Consider this letter a formal complaint and a request for a full investigation.
For a number of months before his arrest, Peary said he had been harassed by members of the police union for stands he had taken in support of Chief Ray Peterson, as well as for voting to promote Officer Ken Hock following a testing fiasco.
On a March night in 1997, Peary was riding in a pickup truck with his partner. Both had been drinking and they were arguing. At a stoplight on South Roosevelt Blvd., Peary decides to get out and call a cab. He gets out of the passenger side of the vehicle and walks around to the driver's side to give his partner one more verbal shot. Then he walks in front of the vehicle to cross the street to a service station/convenience store.
Officer Stinson, in his patrol car, is behind the pickup. He sees Peary walk from the driver's side, around the front of the vehicle. He would later say that he "assumed" that Peary had gotten out of the driver's seat.
Subsequently, after consultation with watch commander Flowers (who, reportedly, was overheard to say, "Now we've got that little faggot"), both men were arrested for DUI. The rationale for charging Peary was that Stinson said he had seen him get out of the driver's side of the vehicle so the two men must have switched seats.
But Peary's partner was a big guy, and the pickup was a small model with a stick shift between the two front seats. In addition, several manuals used in his work were reportedly piled between the seats. It is unlikely that the two could not have switched seats without Peary's partner getting out of the vehicle, too.
At the arrest scene, when Peary protested that he had not been driving, Flowers reportedly told him, "Get a good expensive lawyer. That's what the courts are for." The scandal devastated Peary's reputation and the fight to clear his name virtually bankrupted him. If the DUI charge against him was simply invented by Flowers and Stinson, as our investigation suggests, shouldn't they be charged and prosecuted? Or is it okay for police officers to casually ruin people's lives just because they want to?
At Peary's first trial, Stinson testified under oath that he had seen Peary get out of the driver's side of the vehicle. But the trial ended with a hung jury.
At the second trial, Stinson also testified under oath but this time he testified that he had not actually seen Peary get out of the driver's side of the vehicle. Peary was acquitted.

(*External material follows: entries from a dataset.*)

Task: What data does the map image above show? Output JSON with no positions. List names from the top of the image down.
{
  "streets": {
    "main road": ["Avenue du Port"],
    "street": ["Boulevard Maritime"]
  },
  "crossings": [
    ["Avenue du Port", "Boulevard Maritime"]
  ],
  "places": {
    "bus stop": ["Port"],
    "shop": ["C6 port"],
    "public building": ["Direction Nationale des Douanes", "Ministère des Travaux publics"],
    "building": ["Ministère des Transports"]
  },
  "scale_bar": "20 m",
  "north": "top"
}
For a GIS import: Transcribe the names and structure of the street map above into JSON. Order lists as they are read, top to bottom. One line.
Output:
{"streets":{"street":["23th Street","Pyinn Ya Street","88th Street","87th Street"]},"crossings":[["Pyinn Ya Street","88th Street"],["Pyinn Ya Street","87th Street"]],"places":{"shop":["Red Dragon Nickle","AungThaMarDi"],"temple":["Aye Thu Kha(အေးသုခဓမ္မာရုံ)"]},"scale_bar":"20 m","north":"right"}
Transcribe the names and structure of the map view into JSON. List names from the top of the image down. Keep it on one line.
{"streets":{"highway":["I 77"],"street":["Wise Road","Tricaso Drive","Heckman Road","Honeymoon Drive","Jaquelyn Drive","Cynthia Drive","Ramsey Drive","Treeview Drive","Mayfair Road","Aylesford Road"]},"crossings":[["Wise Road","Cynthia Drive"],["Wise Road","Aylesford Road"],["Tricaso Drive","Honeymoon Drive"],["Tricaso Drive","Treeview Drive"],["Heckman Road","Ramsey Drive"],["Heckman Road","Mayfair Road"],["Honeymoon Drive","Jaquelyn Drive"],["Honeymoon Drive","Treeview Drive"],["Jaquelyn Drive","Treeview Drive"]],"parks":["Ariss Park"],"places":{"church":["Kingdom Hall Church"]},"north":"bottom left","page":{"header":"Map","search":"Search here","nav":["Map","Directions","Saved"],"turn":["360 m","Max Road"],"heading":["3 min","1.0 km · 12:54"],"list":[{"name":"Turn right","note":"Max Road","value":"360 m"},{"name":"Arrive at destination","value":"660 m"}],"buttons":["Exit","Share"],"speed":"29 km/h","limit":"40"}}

At which trial was Stinson telling the truth and at which trial did he perjure himself. Was he pushed by Flowers to, at the first trial, stand by their story that Peary had been driving even though Stinson couldn't honestly testify to that as fact? And did Stinson simply decide to come clean at the second trial? If Flowers and Stinson really knew that Peary had not been driving, why would they feel comfortable concocting a story that would virtually ruin Peary?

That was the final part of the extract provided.